Simple, Robust Interface Selection
The customer’s AI-enabled waste sorting unit’s peripheral connectivity needs were relatively straightforward, with quality being favored over quantity. However, it did need to support a camera with sufficiently advanced speed for high-quality image acquisition.
The BOXER-6647-MTH offered a number of suitable options for this, including four USB 3.2 Type-A and three RJ-45 ports, two supporting 2.5GbE and the other 1GbE. In this instance, the customer used the system’s USB options to install an Intel® RealSense™ Depth Camera D456, which provided high-resolution depth and RGB data to the BOXER-6647-MTH without requiring additional hardware or custom drivers.

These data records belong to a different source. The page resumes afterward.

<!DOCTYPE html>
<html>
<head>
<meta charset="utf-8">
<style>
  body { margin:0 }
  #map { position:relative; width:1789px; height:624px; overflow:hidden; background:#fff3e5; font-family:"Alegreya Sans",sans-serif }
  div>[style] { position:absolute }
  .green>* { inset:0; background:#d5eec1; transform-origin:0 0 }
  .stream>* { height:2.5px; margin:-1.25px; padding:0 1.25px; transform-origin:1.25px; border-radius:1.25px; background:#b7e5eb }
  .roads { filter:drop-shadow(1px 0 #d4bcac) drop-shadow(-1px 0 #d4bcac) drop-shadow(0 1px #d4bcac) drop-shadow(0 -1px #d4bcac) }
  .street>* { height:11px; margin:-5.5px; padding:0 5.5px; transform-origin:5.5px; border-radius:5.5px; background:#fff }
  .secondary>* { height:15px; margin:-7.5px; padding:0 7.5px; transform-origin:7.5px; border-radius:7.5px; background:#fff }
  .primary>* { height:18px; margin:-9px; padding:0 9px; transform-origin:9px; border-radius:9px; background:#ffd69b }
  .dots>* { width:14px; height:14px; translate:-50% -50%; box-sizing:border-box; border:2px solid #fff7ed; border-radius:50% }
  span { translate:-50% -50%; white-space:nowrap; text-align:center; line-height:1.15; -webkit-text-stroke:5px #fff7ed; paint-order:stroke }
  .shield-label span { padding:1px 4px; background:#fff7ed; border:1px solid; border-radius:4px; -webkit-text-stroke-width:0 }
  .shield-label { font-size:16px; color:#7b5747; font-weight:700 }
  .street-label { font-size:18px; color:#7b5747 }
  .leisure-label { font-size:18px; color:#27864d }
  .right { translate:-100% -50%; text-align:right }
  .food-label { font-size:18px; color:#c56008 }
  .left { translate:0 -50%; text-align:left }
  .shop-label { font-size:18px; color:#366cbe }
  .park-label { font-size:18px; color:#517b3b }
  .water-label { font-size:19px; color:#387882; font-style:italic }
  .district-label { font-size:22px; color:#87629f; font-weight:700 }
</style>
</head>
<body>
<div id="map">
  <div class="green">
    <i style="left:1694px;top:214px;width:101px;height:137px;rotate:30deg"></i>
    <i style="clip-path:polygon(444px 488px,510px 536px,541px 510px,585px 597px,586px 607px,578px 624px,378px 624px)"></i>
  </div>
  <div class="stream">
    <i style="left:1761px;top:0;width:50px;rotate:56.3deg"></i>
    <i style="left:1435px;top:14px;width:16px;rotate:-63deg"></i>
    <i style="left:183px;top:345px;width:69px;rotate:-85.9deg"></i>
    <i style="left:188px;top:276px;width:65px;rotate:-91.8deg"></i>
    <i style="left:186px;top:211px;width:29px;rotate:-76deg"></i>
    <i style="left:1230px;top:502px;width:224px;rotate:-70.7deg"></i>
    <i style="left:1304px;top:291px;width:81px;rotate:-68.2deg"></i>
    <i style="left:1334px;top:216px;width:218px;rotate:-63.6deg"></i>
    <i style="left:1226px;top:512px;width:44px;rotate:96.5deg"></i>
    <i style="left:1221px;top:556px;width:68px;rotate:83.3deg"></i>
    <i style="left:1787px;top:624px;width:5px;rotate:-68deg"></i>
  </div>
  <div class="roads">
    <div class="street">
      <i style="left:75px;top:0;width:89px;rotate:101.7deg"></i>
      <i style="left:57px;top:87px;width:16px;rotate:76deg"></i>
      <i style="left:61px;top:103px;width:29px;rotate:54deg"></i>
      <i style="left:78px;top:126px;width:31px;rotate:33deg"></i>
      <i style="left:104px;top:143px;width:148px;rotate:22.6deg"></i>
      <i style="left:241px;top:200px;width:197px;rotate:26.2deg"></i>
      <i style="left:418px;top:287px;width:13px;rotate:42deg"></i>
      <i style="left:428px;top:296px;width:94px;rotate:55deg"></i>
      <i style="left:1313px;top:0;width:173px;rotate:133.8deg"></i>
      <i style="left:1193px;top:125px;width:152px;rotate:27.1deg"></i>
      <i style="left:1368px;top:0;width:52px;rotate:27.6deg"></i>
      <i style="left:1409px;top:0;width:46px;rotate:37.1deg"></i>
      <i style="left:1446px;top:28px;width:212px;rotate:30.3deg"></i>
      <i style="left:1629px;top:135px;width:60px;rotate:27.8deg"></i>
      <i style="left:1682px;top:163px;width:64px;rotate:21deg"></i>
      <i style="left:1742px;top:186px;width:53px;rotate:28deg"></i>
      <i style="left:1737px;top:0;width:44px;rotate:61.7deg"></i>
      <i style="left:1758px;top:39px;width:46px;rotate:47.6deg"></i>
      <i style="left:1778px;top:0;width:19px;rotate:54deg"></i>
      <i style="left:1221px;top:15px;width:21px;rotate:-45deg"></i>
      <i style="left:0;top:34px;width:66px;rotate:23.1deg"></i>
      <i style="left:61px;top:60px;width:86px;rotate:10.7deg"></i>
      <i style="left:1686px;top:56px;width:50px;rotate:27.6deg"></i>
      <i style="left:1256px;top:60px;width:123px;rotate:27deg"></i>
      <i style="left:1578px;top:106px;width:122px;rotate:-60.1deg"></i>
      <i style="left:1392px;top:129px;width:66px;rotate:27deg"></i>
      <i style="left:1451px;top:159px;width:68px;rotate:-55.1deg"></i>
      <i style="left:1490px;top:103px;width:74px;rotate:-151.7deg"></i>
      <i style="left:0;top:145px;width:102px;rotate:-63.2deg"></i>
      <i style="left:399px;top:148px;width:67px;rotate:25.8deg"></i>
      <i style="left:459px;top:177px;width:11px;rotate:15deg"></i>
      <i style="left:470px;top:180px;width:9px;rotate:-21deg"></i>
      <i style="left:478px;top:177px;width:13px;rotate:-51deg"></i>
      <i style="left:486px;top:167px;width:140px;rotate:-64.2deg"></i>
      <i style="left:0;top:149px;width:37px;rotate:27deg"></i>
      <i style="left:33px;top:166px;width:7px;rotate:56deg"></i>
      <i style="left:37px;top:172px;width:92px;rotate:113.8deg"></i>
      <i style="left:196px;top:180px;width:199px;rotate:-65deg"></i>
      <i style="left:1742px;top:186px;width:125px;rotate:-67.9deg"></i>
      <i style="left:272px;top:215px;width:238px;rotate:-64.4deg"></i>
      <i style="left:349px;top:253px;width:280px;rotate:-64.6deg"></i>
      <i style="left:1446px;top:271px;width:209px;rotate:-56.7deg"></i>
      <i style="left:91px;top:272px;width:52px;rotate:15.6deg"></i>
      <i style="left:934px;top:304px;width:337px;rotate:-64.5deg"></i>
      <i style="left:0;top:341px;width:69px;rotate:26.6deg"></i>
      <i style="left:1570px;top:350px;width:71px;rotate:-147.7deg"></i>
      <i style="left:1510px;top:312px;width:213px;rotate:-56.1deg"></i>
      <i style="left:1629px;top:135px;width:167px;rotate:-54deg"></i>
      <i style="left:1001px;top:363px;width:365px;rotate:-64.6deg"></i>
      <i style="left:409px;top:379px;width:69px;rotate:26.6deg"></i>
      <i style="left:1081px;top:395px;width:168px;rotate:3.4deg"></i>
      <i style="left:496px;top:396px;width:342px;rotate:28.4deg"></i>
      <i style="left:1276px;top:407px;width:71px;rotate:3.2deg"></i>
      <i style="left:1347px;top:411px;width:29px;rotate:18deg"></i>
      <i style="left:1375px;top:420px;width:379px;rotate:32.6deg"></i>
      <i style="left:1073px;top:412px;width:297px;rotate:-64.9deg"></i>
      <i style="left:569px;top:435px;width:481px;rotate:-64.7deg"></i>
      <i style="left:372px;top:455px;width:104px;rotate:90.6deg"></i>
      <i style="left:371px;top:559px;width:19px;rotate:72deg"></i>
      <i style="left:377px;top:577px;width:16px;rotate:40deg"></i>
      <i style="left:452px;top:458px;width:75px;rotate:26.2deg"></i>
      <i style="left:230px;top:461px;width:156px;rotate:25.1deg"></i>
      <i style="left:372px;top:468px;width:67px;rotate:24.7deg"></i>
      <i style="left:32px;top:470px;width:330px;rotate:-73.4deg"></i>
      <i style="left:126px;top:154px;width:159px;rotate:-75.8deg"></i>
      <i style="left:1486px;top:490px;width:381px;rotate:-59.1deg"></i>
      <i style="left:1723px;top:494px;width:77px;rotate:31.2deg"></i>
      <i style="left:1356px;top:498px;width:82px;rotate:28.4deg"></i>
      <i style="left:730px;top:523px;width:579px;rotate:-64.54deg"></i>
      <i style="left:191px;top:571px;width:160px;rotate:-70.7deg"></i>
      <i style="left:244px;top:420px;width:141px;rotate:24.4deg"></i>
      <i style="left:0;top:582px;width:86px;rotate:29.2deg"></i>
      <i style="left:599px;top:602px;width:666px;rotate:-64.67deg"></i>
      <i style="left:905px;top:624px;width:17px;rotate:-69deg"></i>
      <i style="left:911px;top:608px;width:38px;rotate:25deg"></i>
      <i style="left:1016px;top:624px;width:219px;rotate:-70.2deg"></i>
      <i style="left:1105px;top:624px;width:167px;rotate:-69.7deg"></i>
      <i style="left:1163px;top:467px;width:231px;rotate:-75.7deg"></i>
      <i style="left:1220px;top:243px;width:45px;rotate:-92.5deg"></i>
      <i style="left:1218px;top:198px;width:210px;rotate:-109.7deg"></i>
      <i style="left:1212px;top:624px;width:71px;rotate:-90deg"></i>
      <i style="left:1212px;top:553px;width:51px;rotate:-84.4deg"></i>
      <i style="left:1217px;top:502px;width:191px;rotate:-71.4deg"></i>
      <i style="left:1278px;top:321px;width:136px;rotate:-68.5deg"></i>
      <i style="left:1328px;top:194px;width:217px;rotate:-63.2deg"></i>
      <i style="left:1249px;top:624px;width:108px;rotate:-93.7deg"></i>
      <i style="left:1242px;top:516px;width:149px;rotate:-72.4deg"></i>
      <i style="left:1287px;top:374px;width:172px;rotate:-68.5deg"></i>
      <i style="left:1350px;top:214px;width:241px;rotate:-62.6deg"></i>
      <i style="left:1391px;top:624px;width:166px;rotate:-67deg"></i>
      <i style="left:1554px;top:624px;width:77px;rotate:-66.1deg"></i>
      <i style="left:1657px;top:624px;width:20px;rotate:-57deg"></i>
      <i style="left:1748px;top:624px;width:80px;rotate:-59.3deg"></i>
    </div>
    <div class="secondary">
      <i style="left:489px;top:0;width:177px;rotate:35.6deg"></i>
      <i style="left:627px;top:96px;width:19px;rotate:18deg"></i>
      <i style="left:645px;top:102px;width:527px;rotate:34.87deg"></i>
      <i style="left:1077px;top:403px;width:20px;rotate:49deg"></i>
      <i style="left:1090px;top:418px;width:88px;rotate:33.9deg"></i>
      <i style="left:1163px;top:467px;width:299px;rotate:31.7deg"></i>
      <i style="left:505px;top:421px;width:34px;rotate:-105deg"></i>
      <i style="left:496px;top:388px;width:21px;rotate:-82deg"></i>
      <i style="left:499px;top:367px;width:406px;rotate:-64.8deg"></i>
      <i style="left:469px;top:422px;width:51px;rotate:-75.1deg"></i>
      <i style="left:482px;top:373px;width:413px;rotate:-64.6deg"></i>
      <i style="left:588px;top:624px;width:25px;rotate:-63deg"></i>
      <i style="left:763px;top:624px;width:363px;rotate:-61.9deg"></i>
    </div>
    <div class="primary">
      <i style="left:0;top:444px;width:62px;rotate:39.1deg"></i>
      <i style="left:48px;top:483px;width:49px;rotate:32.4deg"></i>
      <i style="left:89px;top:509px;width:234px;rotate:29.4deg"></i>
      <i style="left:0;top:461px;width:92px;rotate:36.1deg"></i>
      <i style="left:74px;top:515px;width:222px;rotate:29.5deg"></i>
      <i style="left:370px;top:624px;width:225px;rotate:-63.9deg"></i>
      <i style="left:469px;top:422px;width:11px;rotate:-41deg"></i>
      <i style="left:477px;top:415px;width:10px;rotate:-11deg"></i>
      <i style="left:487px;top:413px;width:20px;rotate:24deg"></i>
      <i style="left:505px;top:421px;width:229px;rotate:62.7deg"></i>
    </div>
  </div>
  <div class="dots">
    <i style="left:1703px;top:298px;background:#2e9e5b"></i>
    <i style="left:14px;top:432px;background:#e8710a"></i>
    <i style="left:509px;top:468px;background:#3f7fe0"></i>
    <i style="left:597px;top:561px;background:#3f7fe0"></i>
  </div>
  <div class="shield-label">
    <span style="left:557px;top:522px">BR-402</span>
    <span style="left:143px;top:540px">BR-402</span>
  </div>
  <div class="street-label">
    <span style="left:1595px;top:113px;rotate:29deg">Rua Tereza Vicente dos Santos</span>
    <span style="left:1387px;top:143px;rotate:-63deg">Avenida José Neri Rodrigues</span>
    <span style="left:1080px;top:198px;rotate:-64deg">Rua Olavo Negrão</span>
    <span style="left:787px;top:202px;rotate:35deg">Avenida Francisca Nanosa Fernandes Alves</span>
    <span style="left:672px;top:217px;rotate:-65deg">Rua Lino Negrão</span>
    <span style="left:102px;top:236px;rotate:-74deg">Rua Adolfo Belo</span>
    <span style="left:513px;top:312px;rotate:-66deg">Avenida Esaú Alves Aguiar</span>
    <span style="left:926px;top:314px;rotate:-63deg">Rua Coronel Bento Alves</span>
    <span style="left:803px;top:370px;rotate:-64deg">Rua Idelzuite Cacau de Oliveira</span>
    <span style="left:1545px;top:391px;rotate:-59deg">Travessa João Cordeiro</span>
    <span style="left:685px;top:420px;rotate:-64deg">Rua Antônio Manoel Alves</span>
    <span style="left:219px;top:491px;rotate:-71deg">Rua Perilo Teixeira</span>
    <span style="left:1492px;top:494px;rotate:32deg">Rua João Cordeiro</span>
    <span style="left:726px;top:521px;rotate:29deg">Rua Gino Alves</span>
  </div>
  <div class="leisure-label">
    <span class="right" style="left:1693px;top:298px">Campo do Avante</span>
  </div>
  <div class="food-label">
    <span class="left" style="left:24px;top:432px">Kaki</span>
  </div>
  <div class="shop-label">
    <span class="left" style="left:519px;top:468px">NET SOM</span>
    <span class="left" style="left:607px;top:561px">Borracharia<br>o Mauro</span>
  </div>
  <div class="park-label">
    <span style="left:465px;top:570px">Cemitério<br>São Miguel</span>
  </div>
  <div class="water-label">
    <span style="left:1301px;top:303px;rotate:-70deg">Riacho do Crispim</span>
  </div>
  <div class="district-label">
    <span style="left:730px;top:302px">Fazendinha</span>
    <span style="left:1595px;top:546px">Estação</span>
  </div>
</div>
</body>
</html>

Offering 10Gbps bandwidth, the BOXER-6647-MTH’s USB ports made it possible to transmit large volumes of image data from the connected camera without compression delays, maintaining low latency. An additional benefit to this was the plug-and-play nature of the camera’s design, which simplified deployment.

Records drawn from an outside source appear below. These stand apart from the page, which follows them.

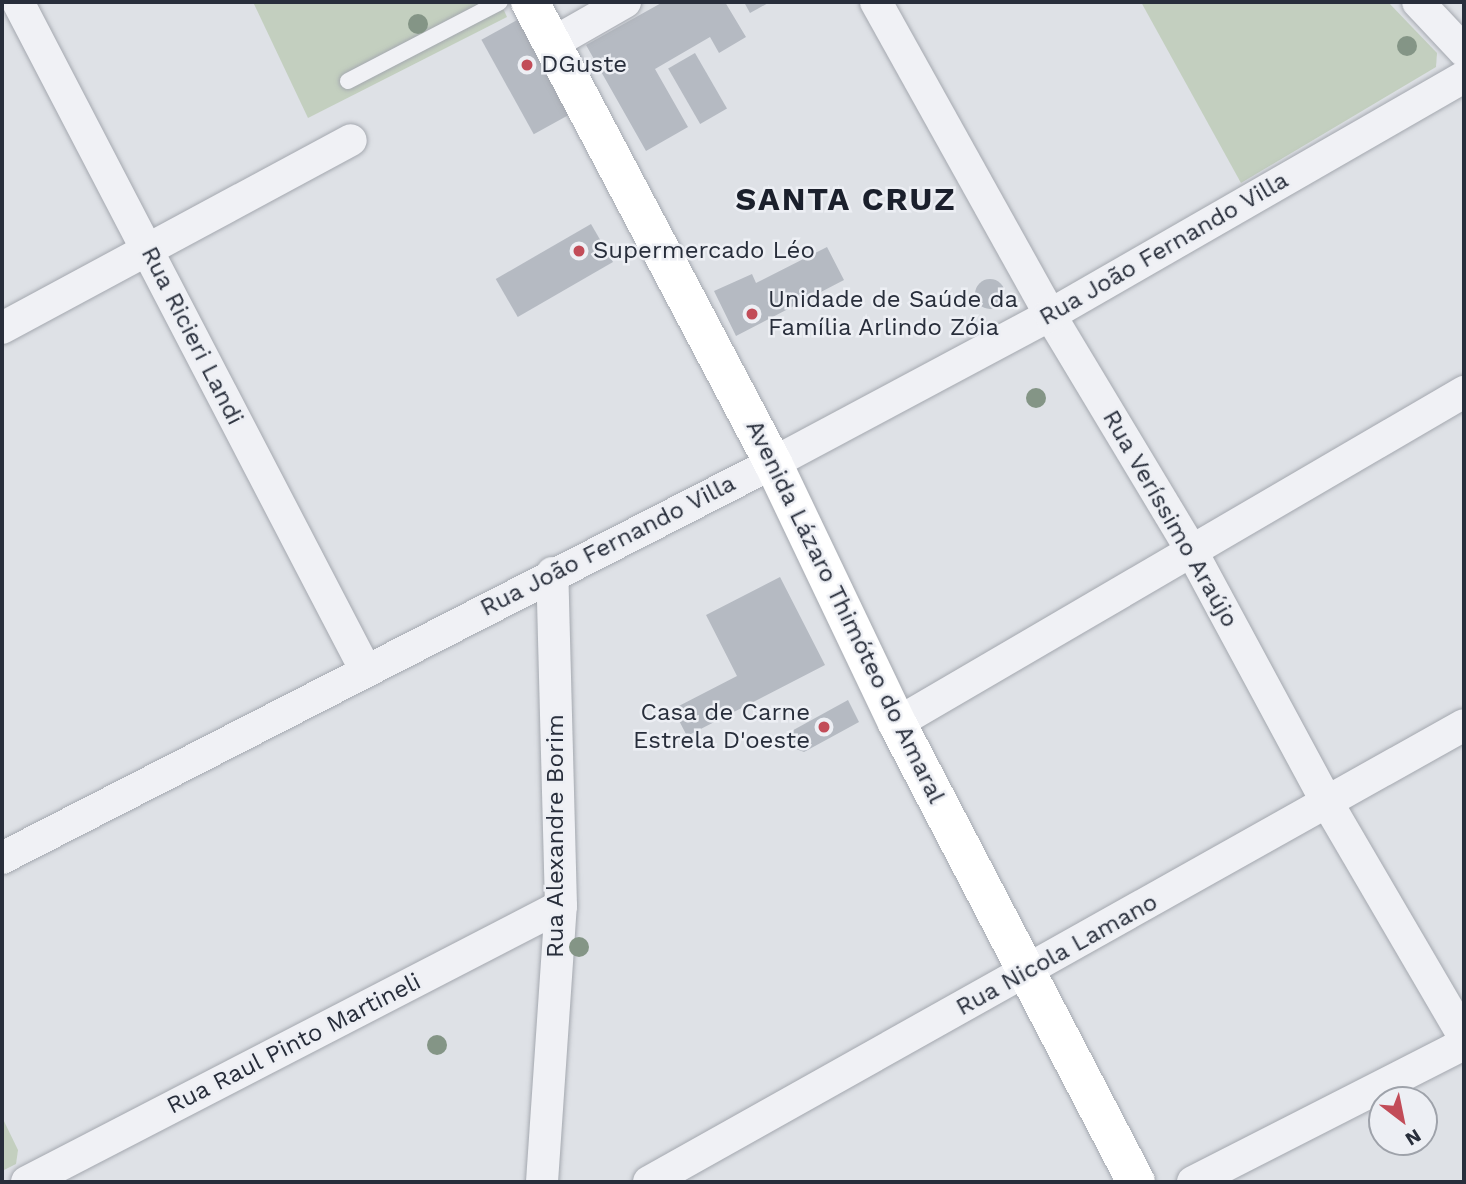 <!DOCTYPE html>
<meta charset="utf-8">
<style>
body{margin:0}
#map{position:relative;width:1466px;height:1184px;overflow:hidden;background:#dee1e6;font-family:"Work Sans",sans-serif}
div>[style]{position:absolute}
.green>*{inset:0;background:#c3cfbf}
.building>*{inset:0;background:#b5bac2;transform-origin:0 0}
.round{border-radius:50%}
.roads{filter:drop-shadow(0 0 2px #a4a8af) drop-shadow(0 0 2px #a4a8af)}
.lane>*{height:16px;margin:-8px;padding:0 8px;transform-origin:8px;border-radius:8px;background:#f0f1f5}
.street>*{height:32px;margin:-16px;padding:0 16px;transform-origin:16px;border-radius:16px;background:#f0f1f5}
.secondary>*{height:38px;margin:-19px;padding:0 19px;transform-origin:19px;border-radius:19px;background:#fff}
.trees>*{width:20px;height:20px;margin:-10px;border-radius:50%;background:#849586}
.dots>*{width:19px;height:19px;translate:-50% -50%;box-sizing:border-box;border:4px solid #edeff4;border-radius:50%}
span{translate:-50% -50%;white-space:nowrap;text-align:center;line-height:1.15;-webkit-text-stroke:5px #edeff4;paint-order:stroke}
.poi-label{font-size:24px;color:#282e3b}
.left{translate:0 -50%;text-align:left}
.right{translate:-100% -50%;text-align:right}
.street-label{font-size:24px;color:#282e3b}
.district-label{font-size:32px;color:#1b202c;font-weight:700;letter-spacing:2px}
.frame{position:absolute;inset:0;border:4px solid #282e3b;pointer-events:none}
.north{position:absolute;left:1368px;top:1086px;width:70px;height:70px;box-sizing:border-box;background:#edeff4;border:2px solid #9ea2aa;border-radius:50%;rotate:148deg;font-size:19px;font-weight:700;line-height:28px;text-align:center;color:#282e3b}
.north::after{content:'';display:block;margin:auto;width:24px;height:32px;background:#c24c58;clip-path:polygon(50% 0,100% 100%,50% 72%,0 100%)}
</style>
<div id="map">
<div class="green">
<i style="clip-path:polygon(253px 2px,500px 2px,507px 17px,308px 118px)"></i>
<i style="clip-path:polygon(1141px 2px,1388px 2px,1437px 53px,1436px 67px,1241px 183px)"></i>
<i style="clip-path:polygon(2px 1117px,18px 1150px,16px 1164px,2px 1171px)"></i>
</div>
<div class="building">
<i style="clip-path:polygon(663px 2px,725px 2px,746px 37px,719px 53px,710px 37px,655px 69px,688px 127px,646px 151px,586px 45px)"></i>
<i style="clip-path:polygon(744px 2px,770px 2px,750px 13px)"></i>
<i style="left:519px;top:19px;width:108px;height:43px;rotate:61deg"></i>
<i style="left:695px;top:53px;width:64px;height:31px;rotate:60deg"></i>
<i style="left:591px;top:224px;width:44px;height:110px;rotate:60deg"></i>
<i style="clip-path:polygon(827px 247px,844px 280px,736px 336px,714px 291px,752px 274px,756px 283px)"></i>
<i class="round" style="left:975px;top:279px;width:30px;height:30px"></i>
<i style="clip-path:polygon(780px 577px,825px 665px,687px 736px,673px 709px,737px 676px,706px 615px)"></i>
<i style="clip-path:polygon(848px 700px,859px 722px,804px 752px,791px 747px,788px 733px)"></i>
</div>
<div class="roads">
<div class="lane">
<i style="left:348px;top:81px;width:171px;rotate:-27.5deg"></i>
</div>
<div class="street">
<i style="left:18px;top:2px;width:754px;rotate:62.52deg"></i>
<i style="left:876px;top:2px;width:358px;rotate:60.9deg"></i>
<i style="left:1050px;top:315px;width:274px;rotate:59deg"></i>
<i style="left:1191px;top:550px;width:289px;rotate:61.7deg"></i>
<i style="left:1328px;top:804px;width:270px;rotate:59.7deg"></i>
<i style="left:1418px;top:2px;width:67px;rotate:46.8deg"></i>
<i style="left:553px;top:43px;width:83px;rotate:-29.7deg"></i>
<i style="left:2px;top:328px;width:396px;rotate:-28.3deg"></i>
<i style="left:897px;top:723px;width:657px;rotate:-30.28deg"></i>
<i style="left:2px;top:858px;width:866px;rotate:-27.13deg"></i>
<i style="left:773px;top:463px;width:314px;rotate:-28.1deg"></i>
<i style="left:1050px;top:315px;width:478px;rotate:-29.9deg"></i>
<i style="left:27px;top:1182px;width:601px;rotate:-27.33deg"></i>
<i style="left:542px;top:1182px;width:277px;rotate:-86.1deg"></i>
<i style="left:561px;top:906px;width:333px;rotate:-91.5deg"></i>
<i style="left:649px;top:1182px;width:934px;rotate:-29.28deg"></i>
<i style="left:1193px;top:1182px;width:304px;rotate:-27deg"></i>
</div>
<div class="secondary">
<i style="left:530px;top:2px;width:521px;rotate:62.21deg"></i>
<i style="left:773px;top:463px;width:288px;rotate:64.5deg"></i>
<i style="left:897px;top:723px;width:517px;rotate:62.49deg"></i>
</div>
</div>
<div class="trees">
<i style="left:418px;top:24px"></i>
<i style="left:1407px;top:46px"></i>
<i style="left:1036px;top:398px"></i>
<i style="left:579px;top:947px"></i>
<i style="left:437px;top:1045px"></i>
</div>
<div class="dots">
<i style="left:527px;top:65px;background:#c24c58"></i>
<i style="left:579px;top:251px;background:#c24c58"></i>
<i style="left:752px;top:314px;background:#c24c58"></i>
<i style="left:824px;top:727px;background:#c24c58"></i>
</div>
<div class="poi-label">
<span class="left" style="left:541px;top:65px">DGuste</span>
<span class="left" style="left:593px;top:251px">Supermercado Léo</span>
<span class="left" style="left:768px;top:314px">Unidade de Saúde da<br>Família Arlindo Zóia</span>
<span class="right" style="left:810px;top:727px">Casa de Carne<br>Estrela D'oeste</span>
</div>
<div class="street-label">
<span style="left:1164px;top:249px;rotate:-30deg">Rua João Fernando Villa</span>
<span style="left:192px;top:336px;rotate:63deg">Rua Ricieri Landi</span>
<span style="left:1170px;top:519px;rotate:60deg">Rua Veríssimo Araújo</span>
<span style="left:608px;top:546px;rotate:-27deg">Rua João Fernando Villa</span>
<span style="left:845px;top:612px;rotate:64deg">Avenida Lázaro Thimóteo do Amaral</span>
<span style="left:556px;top:836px;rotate:-90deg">Rua Alexandre Borim</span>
<span style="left:1057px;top:955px;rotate:-29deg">Rua Nicola Lamano</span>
<span style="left:294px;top:1044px;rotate:-27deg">Rua Raul Pinto Martineli</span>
</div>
<div class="district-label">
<span style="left:846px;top:199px">SANTA CRUZ</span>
</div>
<div class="frame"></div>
<div class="north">N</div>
</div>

The BOXER-6647-MTH’s two HDMI ports also provided connectivity to the company’s display panels, giving operators a sophisticated, clear dashboard on which to monitor the application’s analyzed data. This cloud-level insight into the application’s operations also allowed for device-level instructions to be implemented through the BOXER-6647-MTH’s serial interfaces.
The BOXER-6647-MTH also offered two DB-9 ports for RS-232/422/485 signals, allowing for the integration of weight sensors and motor controllers to allow for real-time volume data collection and synchronization between conveyor belt speed and AI output, respectively.
Environmentally Robust
As with any industrial application, the AI-enabled waste sorting unit would be deployed in challenging operating conditions, which was another reason the customer chose the BOXER-6647-MTH.
Compact at just 220mm x 154mm x 62.1mm, the BOXER-6647-MTH was well-suited to installation with the customer’s existing waste sorting units, while also providing flexibility in deployment across different premises as a result of its broad 9V to 36V power input range. The major benefit to this range was that it ensured the device could remain operational even during unstable power conditions, reducing downtime.
The BOXER-6647-MTH was also an exceptionally durable option for fluctuating facility temperatures, with a -20°C to 60°C temperature tolerance allowing optimal performance to be maintained, even in extreme conditions. Moreover, the advanced anti-vibration and anti-shock features of the device made it a reliable choice for the intended environment.
Application Architecture

Impact & Future Outlook

Following the integration of the BOXER-6647-MTH, the customer was delighted with the impact that leveraging AI had on its waste sorting unit, noting the speed, accuracy, and consistency with which it could optimize the sorting process. With contaminated, incorrect, or hazardous material automatically categorized and removed from recycling streams prior to processing and batching, the customer effectively eliminated one of the biggest problems faced in the recycling industry today.
Though the initial project concluded successfully, it also marked a new beginning. With further plans already in place to expand the rollout of their AI-assisted waste sorting unit, the customer has shown that the challenges their industry faces are not insurmountable, and can be presented as an example of the potential of AI and edge computing in helping institutions reach sustainability goals.